Activity: Would you please set down the entries below exactly as shown?

-.-.-

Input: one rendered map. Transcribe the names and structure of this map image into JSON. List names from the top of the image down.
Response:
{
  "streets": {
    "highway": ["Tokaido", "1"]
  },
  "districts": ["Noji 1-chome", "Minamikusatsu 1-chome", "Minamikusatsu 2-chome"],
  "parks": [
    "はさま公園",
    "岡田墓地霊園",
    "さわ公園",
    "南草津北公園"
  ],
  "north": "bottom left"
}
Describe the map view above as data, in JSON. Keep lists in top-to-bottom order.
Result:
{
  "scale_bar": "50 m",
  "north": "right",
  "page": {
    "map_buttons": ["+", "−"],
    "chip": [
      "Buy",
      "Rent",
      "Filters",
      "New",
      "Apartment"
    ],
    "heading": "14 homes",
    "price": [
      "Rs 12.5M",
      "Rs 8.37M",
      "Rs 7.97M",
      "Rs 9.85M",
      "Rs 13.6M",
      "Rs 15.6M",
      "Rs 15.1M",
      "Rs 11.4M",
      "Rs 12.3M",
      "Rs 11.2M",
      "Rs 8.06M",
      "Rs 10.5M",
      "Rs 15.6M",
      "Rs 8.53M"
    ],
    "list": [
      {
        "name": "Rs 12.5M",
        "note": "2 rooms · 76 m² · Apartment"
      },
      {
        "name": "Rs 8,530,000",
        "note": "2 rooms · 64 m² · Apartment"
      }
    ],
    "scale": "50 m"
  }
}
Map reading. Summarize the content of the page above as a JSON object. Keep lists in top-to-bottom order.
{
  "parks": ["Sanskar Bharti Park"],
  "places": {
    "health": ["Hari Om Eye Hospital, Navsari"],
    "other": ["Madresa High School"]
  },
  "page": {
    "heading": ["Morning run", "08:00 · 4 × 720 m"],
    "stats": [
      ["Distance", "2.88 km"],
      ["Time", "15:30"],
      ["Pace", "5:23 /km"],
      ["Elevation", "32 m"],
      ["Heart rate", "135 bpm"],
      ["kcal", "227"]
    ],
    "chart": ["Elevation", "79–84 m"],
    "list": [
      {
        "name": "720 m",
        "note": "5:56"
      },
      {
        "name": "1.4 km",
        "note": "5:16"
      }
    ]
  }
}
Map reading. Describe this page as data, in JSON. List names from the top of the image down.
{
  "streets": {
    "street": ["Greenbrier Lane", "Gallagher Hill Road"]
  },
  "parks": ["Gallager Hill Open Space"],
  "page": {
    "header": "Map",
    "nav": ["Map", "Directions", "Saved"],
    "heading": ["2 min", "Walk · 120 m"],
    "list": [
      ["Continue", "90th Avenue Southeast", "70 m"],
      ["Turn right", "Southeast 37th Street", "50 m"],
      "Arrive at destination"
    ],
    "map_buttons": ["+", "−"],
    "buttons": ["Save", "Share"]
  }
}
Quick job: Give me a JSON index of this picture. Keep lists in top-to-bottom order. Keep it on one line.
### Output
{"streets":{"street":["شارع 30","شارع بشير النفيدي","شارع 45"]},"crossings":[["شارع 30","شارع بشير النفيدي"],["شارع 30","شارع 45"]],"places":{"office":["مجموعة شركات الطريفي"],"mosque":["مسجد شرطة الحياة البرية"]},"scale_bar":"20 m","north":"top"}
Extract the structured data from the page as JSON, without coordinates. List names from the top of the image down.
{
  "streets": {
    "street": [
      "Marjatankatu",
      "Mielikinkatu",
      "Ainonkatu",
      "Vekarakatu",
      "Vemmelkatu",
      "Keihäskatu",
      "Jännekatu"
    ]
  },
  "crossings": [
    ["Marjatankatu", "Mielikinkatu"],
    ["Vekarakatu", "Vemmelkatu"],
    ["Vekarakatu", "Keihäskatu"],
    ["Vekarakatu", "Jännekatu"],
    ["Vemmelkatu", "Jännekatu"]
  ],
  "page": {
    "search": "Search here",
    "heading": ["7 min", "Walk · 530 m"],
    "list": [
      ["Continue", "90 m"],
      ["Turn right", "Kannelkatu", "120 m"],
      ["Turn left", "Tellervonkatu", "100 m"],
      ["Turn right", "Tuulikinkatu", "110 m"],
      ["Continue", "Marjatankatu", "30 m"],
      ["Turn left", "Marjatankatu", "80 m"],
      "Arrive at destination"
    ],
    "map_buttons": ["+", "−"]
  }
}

-.-.-

Answer space:
Input: one rendered map. Transcribe the names and structure of this map image into JSON. List names from the top of the image down.
Response:
{
  "streets": {
    "highway": ["Tokaido", "1"]
  },
  "districts": ["Noji 1-chome", "Minamikusatsu 1-chome", "Minamikusatsu 2-chome"],
  "parks": [
    "はさま公園",
    "岡田墓地霊園",
    "さわ公園",
    "南草津北公園"
  ],
  "north": "bottom left"
}
Describe the map view above as data, in JSON. Keep lists in top-to-bottom order.
Result:
{
  "scale_bar": "50 m",
  "north": "right",
  "page": {
    "map_buttons": ["+", "−"],
    "chip": [
      "Buy",
      "Rent",
      "Filters",
      "New",
      "Apartment"
    ],
    "heading": "14 homes",
    "price": [
      "Rs 12.5M",
      "Rs 8.37M",
      "Rs 7.97M",
      "Rs 9.85M",
      "Rs 13.6M",
      "Rs 15.6M",
      "Rs 15.1M",
      "Rs 11.4M",
      "Rs 12.3M",
      "Rs 11.2M",
      "Rs 8.06M",
      "Rs 10.5M",
      "Rs 15.6M",
      "Rs 8.53M"
    ],
    "list": [
      {
        "name": "Rs 12.5M",
        "note": "2 rooms · 76 m² · Apartment"
      },
      {
        "name": "Rs 8,530,000",
        "note": "2 rooms · 64 m² · Apartment"
      }
    ],
    "scale": "50 m"
  }
}
Map reading. Summarize the content of the page above as a JSON object. Keep lists in top-to-bottom order.
{
  "parks": ["Sanskar Bharti Park"],
  "places": {
    "health": ["Hari Om Eye Hospital, Navsari"],
    "other": ["Madresa High School"]
  },
  "page": {
    "heading": ["Morning run", "08:00 · 4 × 720 m"],
    "stats": [
      ["Distance", "2.88 km"],
      ["Time", "15:30"],
      ["Pace", "5:23 /km"],
      ["Elevation", "32 m"],
      ["Heart rate", "135 bpm"],
      ["kcal", "227"]
    ],
    "chart": ["Elevation", "79–84 m"],
    "list": [
      {
        "name": "720 m",
        "note": "5:56"
      },
      {
        "name": "1.4 km",
        "note": "5:16"
      }
    ]
  }
}
Map reading. Describe this page as data, in JSON. List names from the top of the image down.
{
  "streets": {
    "street": ["Greenbrier Lane", "Gallagher Hill Road"]
  },
  "parks": ["Gallager Hill Open Space"],
  "page": {
    "header": "Map",
    "nav": ["Map", "Directions", "Saved"],
    "heading": ["2 min", "Walk · 120 m"],
    "list": [
      ["Continue", "90th Avenue Southeast", "70 m"],
      ["Turn right", "Southeast 37th Street", "50 m"],
      "Arrive at destination"
    ],
    "map_buttons": ["+", "−"],
    "buttons": ["Save", "Share"]
  }
}
Quick job: Give me a JSON index of this picture. Keep lists in top-to-bottom order. Keep it on one line.
### Output
{"streets":{"street":["شارع 30","شارع بشير النفيدي","شارع 45"]},"crossings":[["شارع 30","شارع بشير النفيدي"],["شارع 30","شارع 45"]],"places":{"office":["مجموعة شركات الطريفي"],"mosque":["مسجد شرطة الحياة البرية"]},"scale_bar":"20 m","north":"top"}
Extract the structured data from the page as JSON, without coordinates. List names from the top of the image down.
{
  "streets": {
    "street": [
      "Marjatankatu",
      "Mielikinkatu",
      "Ainonkatu",
      "Vekarakatu",
      "Vemmelkatu",
      "Keihäskatu",
      "Jännekatu"
    ]
  },
  "crossings": [
    ["Marjatankatu", "Mielikinkatu"],
    ["Vekarakatu", "Vemmelkatu"],
    ["Vekarakatu", "Keihäskatu"],
    ["Vekarakatu", "Jännekatu"],
    ["Vemmelkatu", "Jännekatu"]
  ],
  "page": {
    "search": "Search here",
    "heading": ["7 min", "Walk · 530 m"],
    "list": [
      ["Continue", "90 m"],
      ["Turn right", "Kannelkatu", "120 m"],
      ["Turn left", "Tellervonkatu", "100 m"],
      ["Turn right", "Tuulikinkatu", "110 m"],
      ["Continue", "Marjatankatu", "30 m"],
      ["Turn left", "Marjatankatu", "80 m"],
      "Arrive at destination"
    ],
    "map_buttons": ["+", "−"]
  }
}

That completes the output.